David Bowie’s 1969 album Man of Music/Man of Words was retitled a few years after its debut, most likely because it was quickly becoming known as Space Oddity and Those Other Eight Songs We Could Care Less About. Strategically released just weeks before the Apollo 11 moon landing, that cinematic leadoff single recounting Major Tom’s dramatic liftoff has forever obscured the album’s remaining content.
In fact, the whole of Space Oddity is engaging, if frequently naive and pretentious. (On the Bowie Pretentiousness Scale, it ranks second only to Hunky Dory.) Although it was his second LP, it was the first to showcase the chameleonic artist who would spend the next decade shapeshifting. Leapfrogging from folk prog (“Cygnet Committee”) to Disney-esque balladry (“Wild-Eyed Boy from Freecloud”) to Elvis pop (“Janine”), this is exactly the Portrait of the Young Artist Having a Genre Crisis that you’d expect from the guy who’d later pretend to be an alien glam icon, write a musical version of 1984, and dive nose-first into ice-numb cocaine music.

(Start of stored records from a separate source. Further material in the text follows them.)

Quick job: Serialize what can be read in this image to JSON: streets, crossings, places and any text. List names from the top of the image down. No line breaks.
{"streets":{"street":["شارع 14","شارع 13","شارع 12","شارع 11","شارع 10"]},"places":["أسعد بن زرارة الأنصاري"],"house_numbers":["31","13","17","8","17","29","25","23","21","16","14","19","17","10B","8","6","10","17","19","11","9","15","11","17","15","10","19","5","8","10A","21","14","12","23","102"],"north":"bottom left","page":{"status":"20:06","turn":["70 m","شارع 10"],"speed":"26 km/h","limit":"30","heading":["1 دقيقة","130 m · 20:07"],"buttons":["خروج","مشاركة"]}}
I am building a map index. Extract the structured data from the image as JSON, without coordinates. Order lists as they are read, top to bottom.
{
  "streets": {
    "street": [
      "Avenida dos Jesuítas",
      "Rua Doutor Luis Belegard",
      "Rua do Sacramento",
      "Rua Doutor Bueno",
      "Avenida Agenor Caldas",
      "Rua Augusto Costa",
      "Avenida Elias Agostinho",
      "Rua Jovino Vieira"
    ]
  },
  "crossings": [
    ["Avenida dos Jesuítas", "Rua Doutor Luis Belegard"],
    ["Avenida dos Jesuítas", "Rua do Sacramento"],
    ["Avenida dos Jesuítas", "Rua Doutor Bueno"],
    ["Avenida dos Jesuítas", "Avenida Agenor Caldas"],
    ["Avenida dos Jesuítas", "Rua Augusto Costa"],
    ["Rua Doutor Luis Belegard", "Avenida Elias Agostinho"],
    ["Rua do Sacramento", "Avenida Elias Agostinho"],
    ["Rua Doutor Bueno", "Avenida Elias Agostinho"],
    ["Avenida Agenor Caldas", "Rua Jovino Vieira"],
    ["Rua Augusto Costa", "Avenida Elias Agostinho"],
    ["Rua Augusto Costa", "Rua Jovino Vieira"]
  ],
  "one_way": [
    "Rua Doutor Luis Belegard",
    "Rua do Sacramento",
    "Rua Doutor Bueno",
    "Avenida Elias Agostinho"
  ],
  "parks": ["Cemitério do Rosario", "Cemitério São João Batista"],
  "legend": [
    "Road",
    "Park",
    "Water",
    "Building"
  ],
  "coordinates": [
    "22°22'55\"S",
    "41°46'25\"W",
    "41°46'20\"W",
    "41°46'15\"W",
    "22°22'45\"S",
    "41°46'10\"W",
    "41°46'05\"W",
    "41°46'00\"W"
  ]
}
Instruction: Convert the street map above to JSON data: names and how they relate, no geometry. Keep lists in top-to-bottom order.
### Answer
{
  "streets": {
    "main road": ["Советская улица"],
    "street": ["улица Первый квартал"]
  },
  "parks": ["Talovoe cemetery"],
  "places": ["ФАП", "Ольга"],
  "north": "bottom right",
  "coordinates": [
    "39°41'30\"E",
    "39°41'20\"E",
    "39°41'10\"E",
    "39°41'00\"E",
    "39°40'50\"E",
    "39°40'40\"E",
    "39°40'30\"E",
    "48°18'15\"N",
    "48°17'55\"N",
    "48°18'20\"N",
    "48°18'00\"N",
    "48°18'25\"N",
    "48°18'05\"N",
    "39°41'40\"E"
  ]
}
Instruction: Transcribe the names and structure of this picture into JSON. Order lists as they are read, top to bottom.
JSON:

The 40th-anniversary reissue includes a second disc of both rare and previously released stuff, most of it worth your while: a never-before-bootlegged demo of “Space Oddity” that shows Bowie in very different voice; the vastly superior two-part-single version of “Memory of a Free Festival,” Bowie’s own “Hey Jude”; and a handful of great singles, wanna-be singles, and BBC sessions. And then there’s “Ragazzo Solo, Ragazza Sola,” a version of “Space Oddity” sung in Italian that encapsulates the Bowie Allure, a blend of cojones, WTF, and pure romanticism.